### Exercise prompt
Determine the number of lines in the following entries that hold the word "Avec". Give only that number.

▬▬▬▬▬▬▬▬▬▬

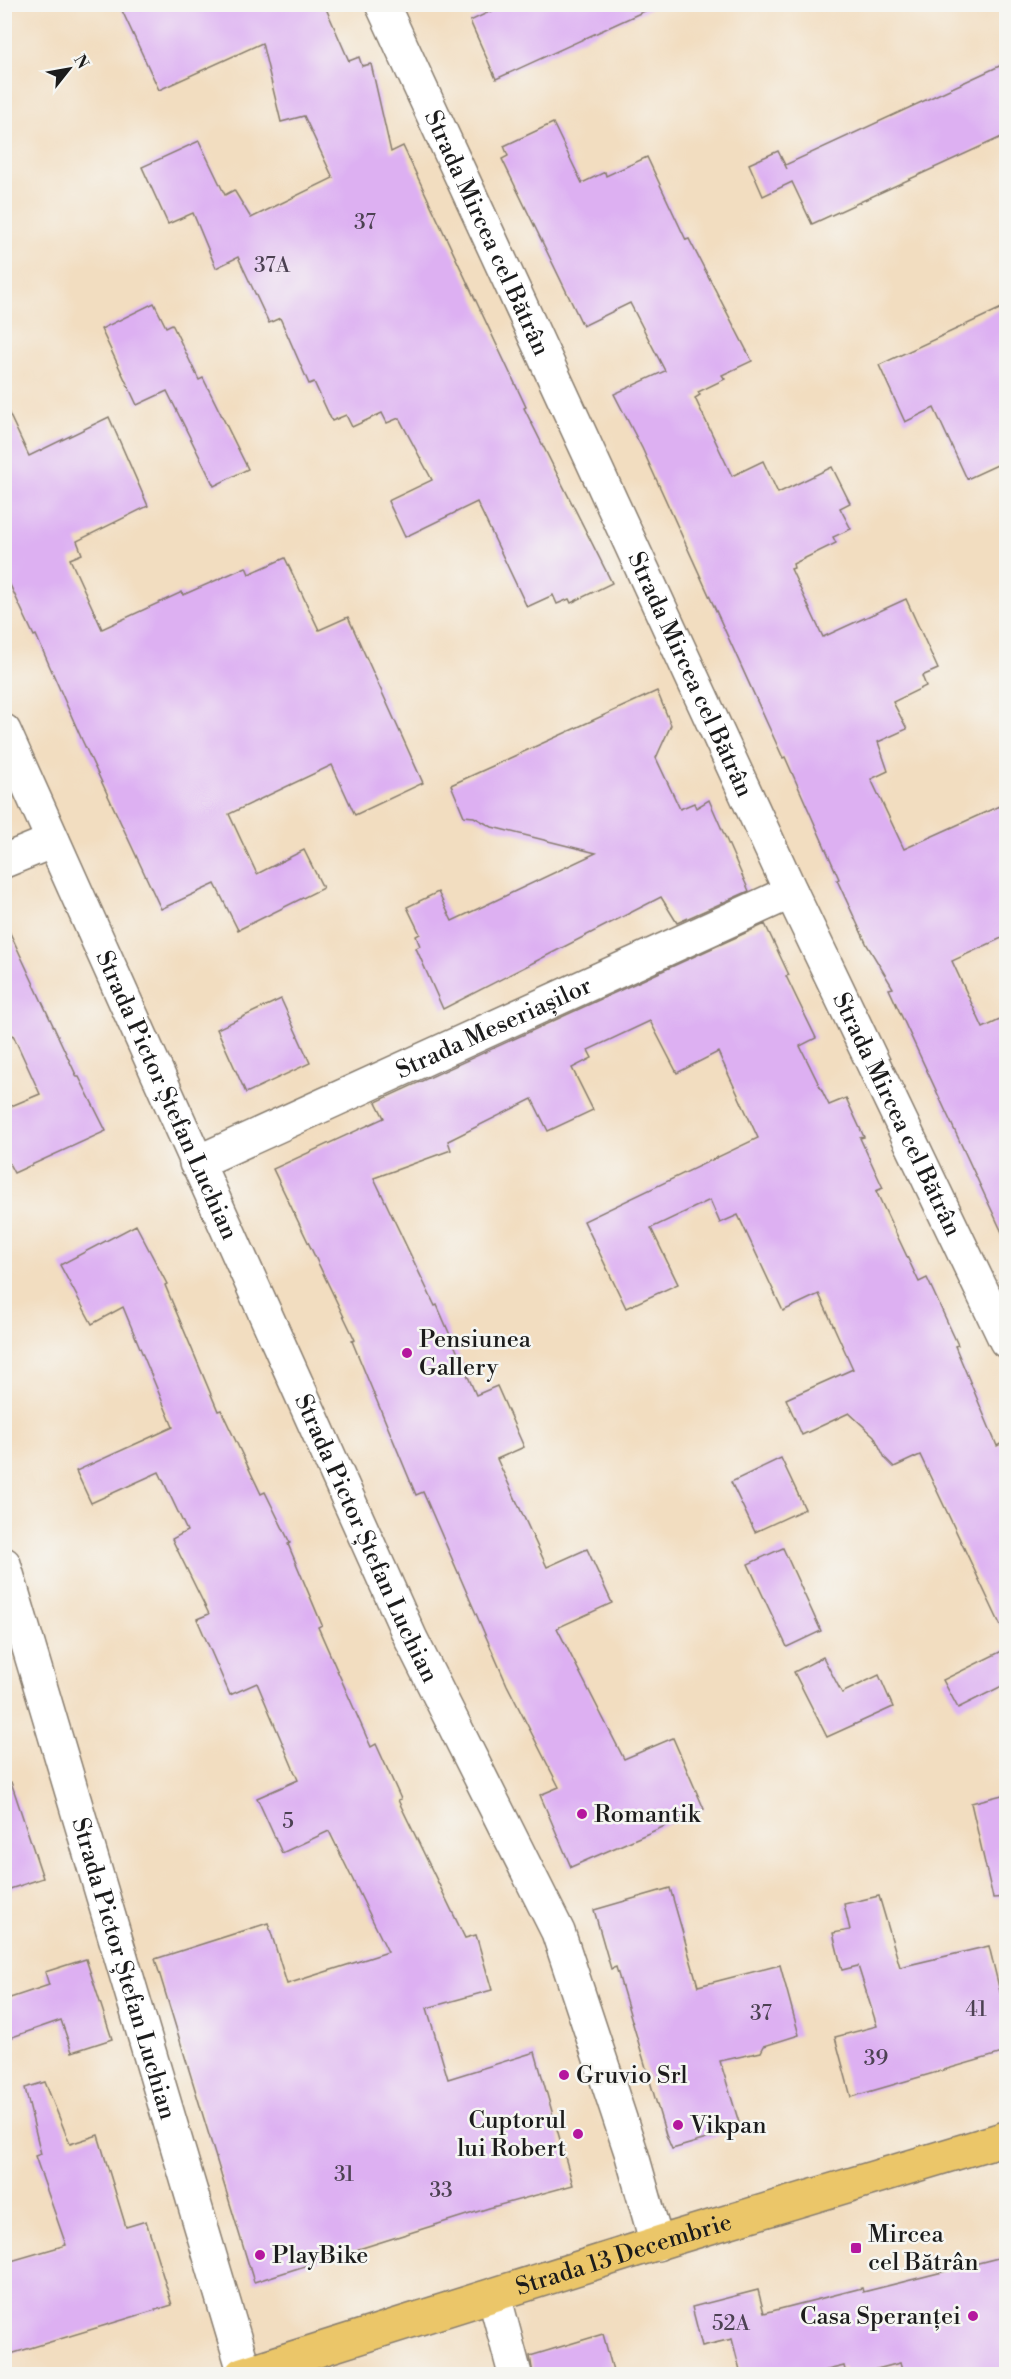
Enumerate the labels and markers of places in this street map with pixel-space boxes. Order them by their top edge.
place label: Pensiunea Gallery [419,1325,532,1383]
marker: Pensiunea Gallery [400,1346,414,1360]
place label: Romantik [594,1800,702,1830]
marker: Romantik [575,1807,589,1821]
place label: Gruvio Srl [576,2061,688,2091]
marker: Gruvio Srl [557,2068,571,2082]
place label: Cuptorul lui Robert [457,2106,566,2164]
place label: Vikpan [689,2111,767,2141]
marker: Vikpan [671,2118,685,2132]
marker: Cuptorul lui Robert [571,2127,585,2141]
place label: Mircea cel Bătrân [868,2220,979,2278]
place label: PlayBike [272,2241,368,2271]
marker: Mircea cel Bătrân [849,2241,863,2255]
marker: PlayBike [253,2248,267,2262]
place label: Casa Speranței [800,2302,961,2332]
marker: Casa Speranței [966,2309,980,2323]

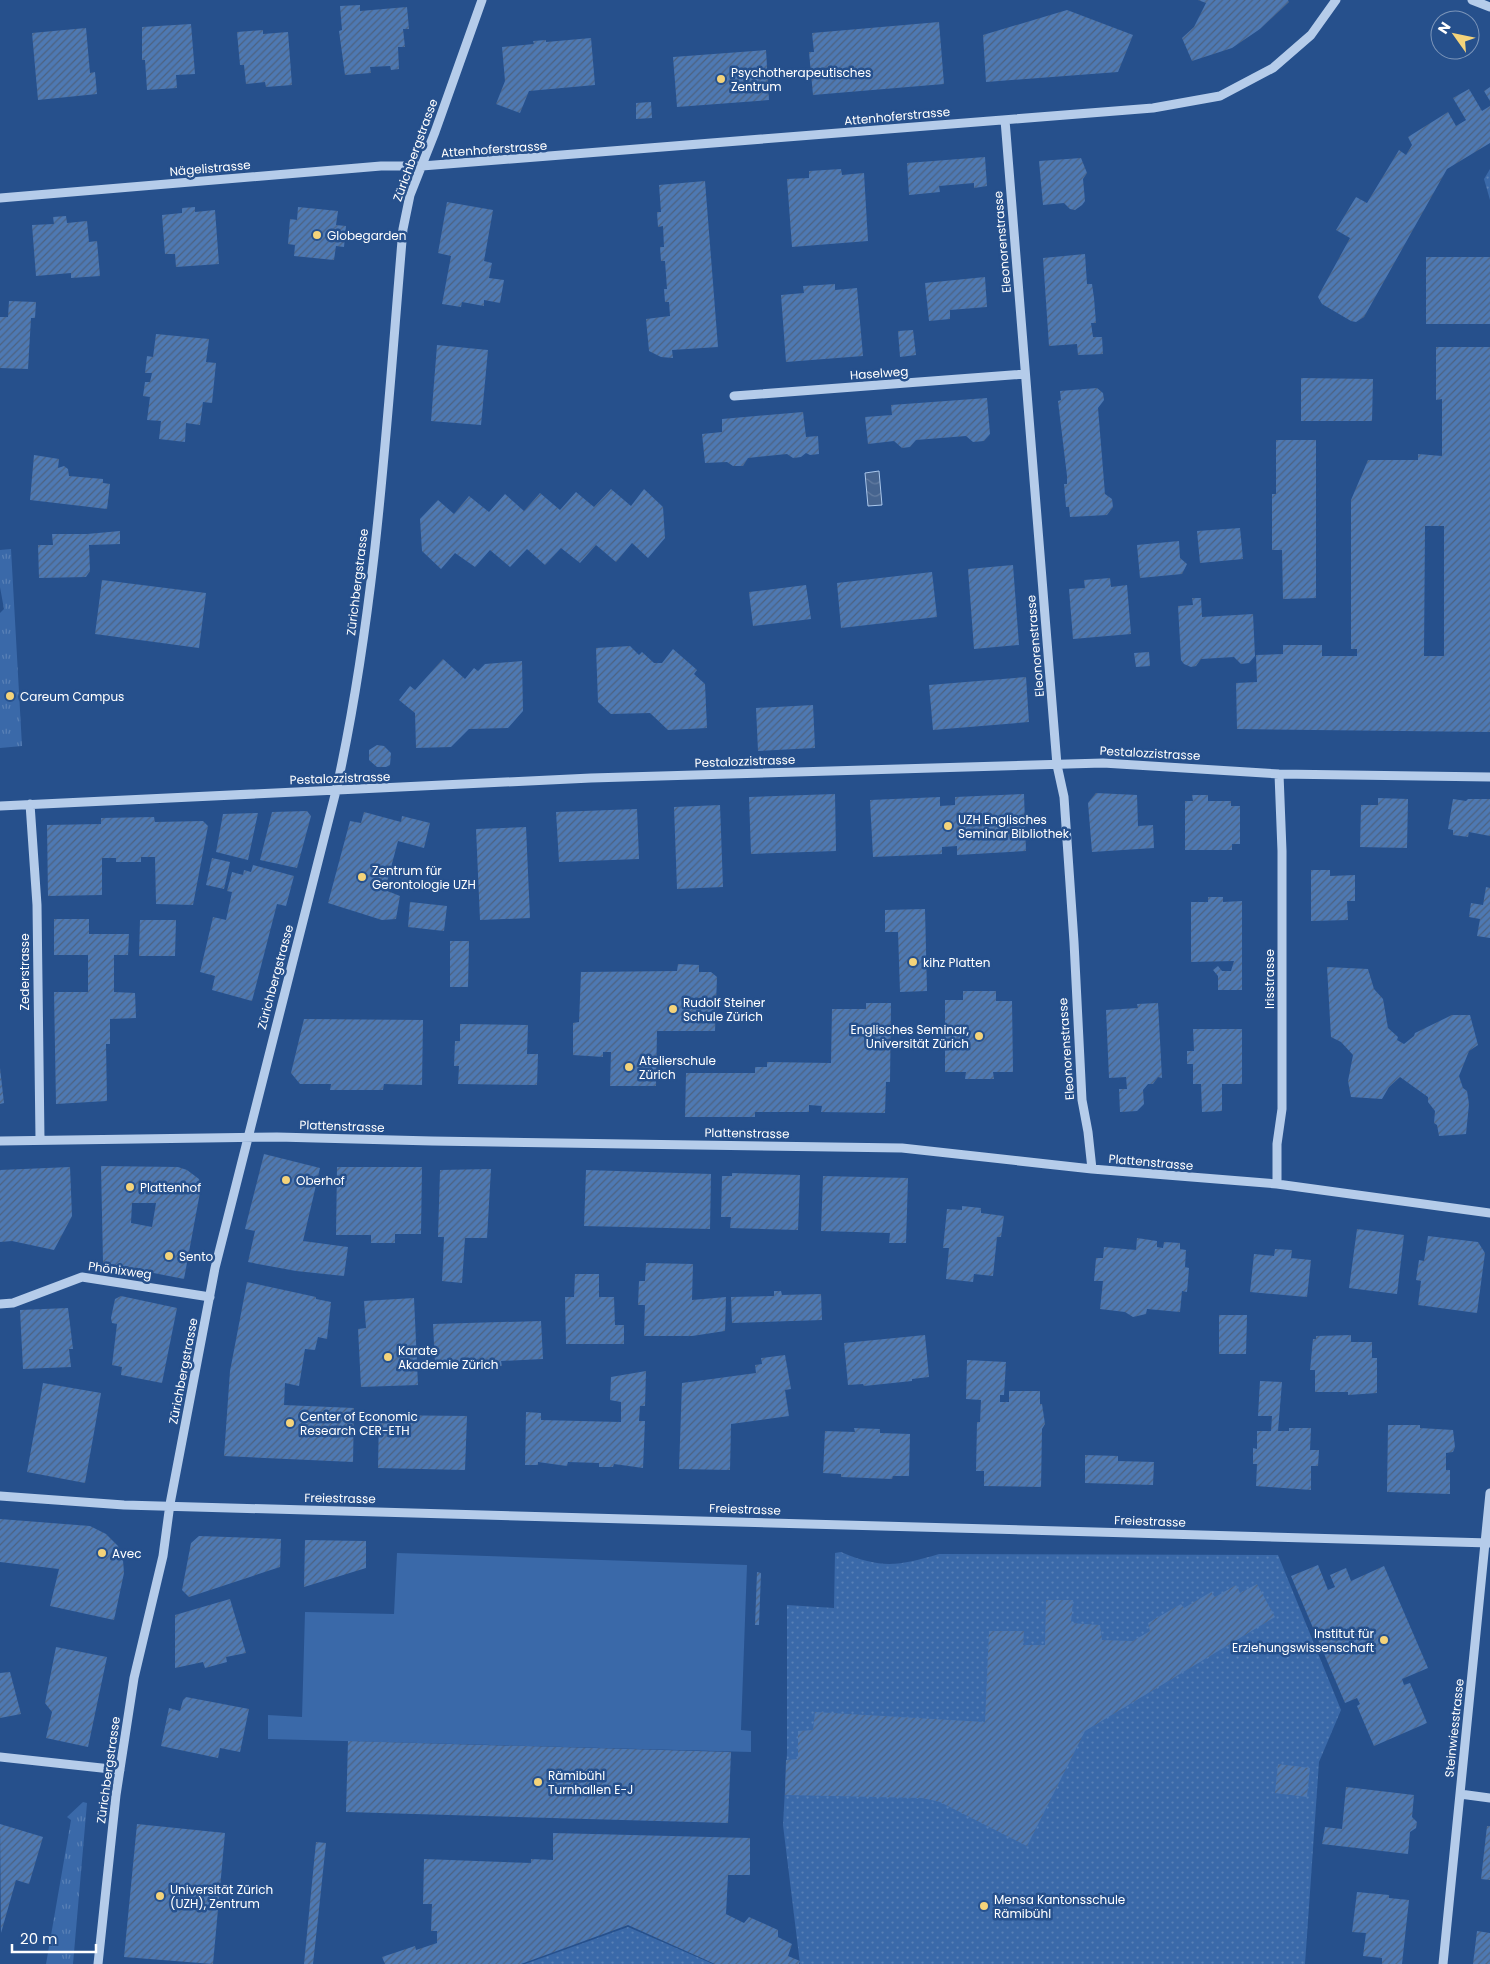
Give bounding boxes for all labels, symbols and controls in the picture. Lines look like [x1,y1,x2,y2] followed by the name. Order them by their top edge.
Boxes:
[1430,10,1480,60] north arrow
[1433,18,1455,38] text: N
[731,64,871,95] place label: Psychotherapeutisches Zentrum
[715,73,727,85] marker: Psychotherapeutisches Zentrum
[389,96,441,204] street label: Zürichbergstrasse
[843,103,951,129] street label: Attenhoferstrasse
[440,137,548,161] street label: Attenhoferstrasse
[169,156,251,180] street label: Nägelistrasse
[989,190,1015,294] street label: Eleonorenstrasse
[327,227,406,244] place label: Globegarden
[311,229,323,241] marker: Globegarden
[849,362,909,384] street label: Haselweg
[342,527,372,637] street label: Zürichbergstrasse
[1022,594,1048,698] street label: Eleonorenstrasse
[20,688,124,705] place label: Careum Campus
[4,690,16,702] marker: Careum Campus
[1099,742,1201,764] street label: Pestalozzistrasse
[694,751,796,771] street label: Pestalozzistrasse
[289,768,391,788] street label: Pestalozzistrasse
[958,811,1070,842] place label: UZH Englisches Seminar Bibliothek
[942,820,954,832] marker: UZH Englisches Seminar Bibliothek
[372,862,476,893] place label: Zentrum für Gerontologie UZH
[356,871,368,883] marker: Zentrum für Gerontologie UZH
[253,923,297,1031] street label: Zürichbergstrasse
[16,933,33,1011] street label: Zederstrasse
[1261,949,1278,1009] street label: Irisstrasse
[923,954,990,971] place label: kihz Platten
[907,956,919,968] marker: kihz Platten
[683,994,766,1025] place label: Rudolf Steiner Schule Zürich
[1054,997,1078,1101] street label: Eleonorenstrasse
[667,1003,679,1015] marker: Rudolf Steiner Schule Zürich
[851,1021,970,1052] place label: Englisches Seminar, Universität Zürich
[973,1030,985,1042] marker: Englisches Seminar, Universität Zürich
[639,1052,716,1083] place label: Atelierschule Zürich
[623,1061,635,1073] marker: Atelierschule Zürich
[299,1116,385,1136] street label: Plattenstrasse
[704,1124,790,1142] street label: Plattenstrasse
[1108,1150,1194,1174] street label: Plattenstrasse
[296,1172,345,1189] place label: Oberhof
[280,1174,292,1186] marker: Oberhof
[140,1179,201,1196] place label: Plattenhof
[124,1181,136,1193] marker: Plattenhof
[179,1248,214,1265] place label: Sento
[163,1250,175,1262] marker: Sento
[87,1257,153,1283] street label: Phönixweg
[164,1316,202,1426] street label: Zürichbergstrasse
[398,1342,498,1373] place label: Karate Akademie Zürich
[382,1351,394,1363] marker: Karate Akademie Zürich
[300,1408,418,1439] place label: Center of Economic Research CER-ETH
[284,1417,296,1429] marker: Center of Economic Research CER-ETH
[304,1489,376,1507] street label: Freiestrasse
[709,1499,781,1519] street label: Freiestrasse
[1114,1511,1186,1531] street label: Freiestrasse
[112,1545,142,1562] place label: Avec
[96,1547,108,1559] marker: Avec
[1232,1625,1375,1656] place label: Institut für Erziehungswissenschaft
[1378,1634,1390,1646] marker: Institut für Erziehungswissenschaft
[1440,1678,1468,1778] street label: Steinwiesstrasse
[92,1715,124,1825] street label: Zürichbergstrasse
[548,1767,633,1798] place label: Rämibühl Turnhallen E-J
[532,1776,544,1788] marker: Rämibühl Turnhallen E-J
[170,1881,273,1912] place label: Universität Zürich (UZH), Zentrum
[154,1890,166,1902] marker: Universität Zürich (UZH), Zentrum
[994,1891,1125,1922] place label: Mensa Kantonsschule Rämibühl
[978,1900,990,1912] marker: Mensa Kantonsschule Rämibühl
[12,1922,96,1954] scale bar
[20,1928,58,1949] text: 20 m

▬▬▬▬▬▬▬▬▬▬

### Task response
2